Alas, his “visions of taxation” run counter to everything we know about economics, government, and, more importantly, human nature. And it’s clear that motivating the “tax-more” crowd is the fundamental belief that the government needs your money more than you do and can spend it more wisely than you can.
Indeed, running through Levy’s essay is the assumption that government is capable of deliberately arranging human interactions in a way that maximizes social welfare. The famous economist Frederick Hayek called this idea the “fatal conceit” and warned it led not to greater overall wealth, but greater overall misery.
A better tax system would have a broad base with few exemptions or deductions and rates just high enough to fund only the government’s legitimate core functions. Such a system would be fairer for everyone and bring us closer to a society based on mutual benefit and creating value for others.

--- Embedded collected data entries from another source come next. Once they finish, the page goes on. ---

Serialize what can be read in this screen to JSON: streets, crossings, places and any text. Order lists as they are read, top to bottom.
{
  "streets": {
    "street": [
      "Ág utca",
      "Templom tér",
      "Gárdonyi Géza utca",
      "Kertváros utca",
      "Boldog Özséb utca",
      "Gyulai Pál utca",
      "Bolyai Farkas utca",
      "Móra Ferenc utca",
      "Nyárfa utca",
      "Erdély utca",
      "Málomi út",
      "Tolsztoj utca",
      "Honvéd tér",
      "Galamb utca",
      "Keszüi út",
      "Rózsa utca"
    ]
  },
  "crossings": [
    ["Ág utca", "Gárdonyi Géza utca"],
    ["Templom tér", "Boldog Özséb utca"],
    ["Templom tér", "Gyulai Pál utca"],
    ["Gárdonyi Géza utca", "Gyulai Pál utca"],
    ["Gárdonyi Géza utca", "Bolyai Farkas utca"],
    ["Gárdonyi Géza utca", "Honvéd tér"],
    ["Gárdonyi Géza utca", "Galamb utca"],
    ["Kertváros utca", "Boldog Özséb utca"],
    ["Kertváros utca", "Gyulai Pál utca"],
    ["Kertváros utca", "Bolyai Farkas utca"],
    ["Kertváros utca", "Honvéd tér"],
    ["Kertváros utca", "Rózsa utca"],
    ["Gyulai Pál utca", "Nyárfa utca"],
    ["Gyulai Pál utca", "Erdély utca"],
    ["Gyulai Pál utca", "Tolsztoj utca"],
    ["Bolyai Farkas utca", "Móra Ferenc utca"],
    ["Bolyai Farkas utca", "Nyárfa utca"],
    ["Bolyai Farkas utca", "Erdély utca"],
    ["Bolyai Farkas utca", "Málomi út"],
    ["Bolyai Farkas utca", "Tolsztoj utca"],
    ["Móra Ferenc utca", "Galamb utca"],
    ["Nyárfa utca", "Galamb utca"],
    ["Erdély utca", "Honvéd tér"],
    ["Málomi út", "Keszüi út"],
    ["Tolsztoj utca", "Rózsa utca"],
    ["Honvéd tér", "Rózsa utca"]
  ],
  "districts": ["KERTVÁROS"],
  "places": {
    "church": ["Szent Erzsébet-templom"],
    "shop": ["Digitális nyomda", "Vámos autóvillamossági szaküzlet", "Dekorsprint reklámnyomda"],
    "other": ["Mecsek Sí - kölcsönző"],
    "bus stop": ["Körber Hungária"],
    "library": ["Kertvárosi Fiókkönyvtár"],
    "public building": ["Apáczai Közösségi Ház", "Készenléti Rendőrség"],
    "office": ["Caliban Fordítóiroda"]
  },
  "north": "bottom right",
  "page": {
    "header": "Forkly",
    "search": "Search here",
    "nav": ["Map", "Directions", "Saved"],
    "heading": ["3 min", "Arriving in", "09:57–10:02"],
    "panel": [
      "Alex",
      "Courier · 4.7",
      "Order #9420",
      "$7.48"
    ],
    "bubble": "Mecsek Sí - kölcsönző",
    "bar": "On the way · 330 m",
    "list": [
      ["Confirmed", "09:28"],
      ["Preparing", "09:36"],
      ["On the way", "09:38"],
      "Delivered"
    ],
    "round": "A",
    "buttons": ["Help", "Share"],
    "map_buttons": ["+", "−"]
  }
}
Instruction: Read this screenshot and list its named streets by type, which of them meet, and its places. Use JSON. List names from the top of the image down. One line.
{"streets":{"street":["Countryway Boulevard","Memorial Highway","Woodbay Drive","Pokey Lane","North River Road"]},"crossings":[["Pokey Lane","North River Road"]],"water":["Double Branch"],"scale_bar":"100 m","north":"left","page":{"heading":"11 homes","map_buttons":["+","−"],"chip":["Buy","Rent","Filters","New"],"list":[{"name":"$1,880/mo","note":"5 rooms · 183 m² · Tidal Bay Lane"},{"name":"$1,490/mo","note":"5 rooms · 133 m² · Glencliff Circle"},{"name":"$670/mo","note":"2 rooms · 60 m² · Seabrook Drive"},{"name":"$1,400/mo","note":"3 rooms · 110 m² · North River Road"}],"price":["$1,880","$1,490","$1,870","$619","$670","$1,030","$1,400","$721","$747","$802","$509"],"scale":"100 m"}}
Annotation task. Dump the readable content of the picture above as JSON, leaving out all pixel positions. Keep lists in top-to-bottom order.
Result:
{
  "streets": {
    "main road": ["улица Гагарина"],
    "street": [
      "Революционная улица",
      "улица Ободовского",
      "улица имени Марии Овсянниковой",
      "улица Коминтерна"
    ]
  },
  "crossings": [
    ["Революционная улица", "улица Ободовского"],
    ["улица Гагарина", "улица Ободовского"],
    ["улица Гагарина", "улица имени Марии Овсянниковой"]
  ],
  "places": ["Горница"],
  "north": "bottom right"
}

When people are free to save, spend or invest as they see fit, everyone benefits. If Levy is serious about community, that is how to foster it.
But where Mr. Levy perhaps goes most wrong is his contention that government is “the prime leveler of a very slanted playing field.” On the contrary, government is the primary force slanting the playing field – fueled by high taxes.
Through subsidies and tax giveaways, government routinely picks winners and losers in the economy, and the winners are almost always the powerful, well-connected, or politically favored. It’s what you get with higher taxes and more government.
In such a rigged system, success is determined not by who can provide the best product or service for customers, but by who can get the right politician’s ear.
Levy sees the combination of cronyist corporations and big government as “vital” to saving capitalism. Actually, what he’s talking about isn’t capitalism at all. And I can’t think of a more pernicious combination.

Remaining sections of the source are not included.